LOL!! I am really not sure, how a mathematician would react to that particular statement (IANAMathematician), but you know there are reasons why physics works they way it works and why mathematics works the way it works. In terms of logic, physics works using inductive logic (infact most science works in inductive logic), which makes sense since we are observers of certain facts and try to "induce" generalisations from those facts and make further predictions. In other words, its a bottom up approach, we start with the leaf and try to reach the roots (the roots in case of physics being convergence towards a theory of everything). Mathematics, doesnt and shouldnt work using inductive logic.

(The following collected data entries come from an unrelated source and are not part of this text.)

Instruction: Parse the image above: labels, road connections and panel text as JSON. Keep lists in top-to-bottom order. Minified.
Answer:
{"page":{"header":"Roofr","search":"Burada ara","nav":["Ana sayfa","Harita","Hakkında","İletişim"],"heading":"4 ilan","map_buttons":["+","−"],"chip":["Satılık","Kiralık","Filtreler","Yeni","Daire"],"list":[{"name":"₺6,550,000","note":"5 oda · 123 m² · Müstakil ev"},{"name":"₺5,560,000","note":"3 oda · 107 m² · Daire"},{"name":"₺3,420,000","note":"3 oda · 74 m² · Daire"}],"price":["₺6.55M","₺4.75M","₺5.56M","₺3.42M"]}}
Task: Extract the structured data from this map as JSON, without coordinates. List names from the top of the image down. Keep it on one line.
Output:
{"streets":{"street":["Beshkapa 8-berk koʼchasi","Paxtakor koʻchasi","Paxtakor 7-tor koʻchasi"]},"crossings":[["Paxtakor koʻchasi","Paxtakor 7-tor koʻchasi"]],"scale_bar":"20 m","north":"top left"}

This is because any non-sense in mathematics only generates more non-sense and there is no way to cross check things until some good amount of time has been lost. This is not certainly the case with physics, where predictions can be verified and a hypothesis can be overthrown or accepted based on results. However, this does not stop mathematicians from thinking in an inductive way and thats the source of their creativity in most cases. Infact, most abstractions in mathematics were realised in an inductive way nonetheless, they were pinned down with axioms and rigorous arguments. If it werent so, we would have never seen the face of applied mathematics at any point of time in history.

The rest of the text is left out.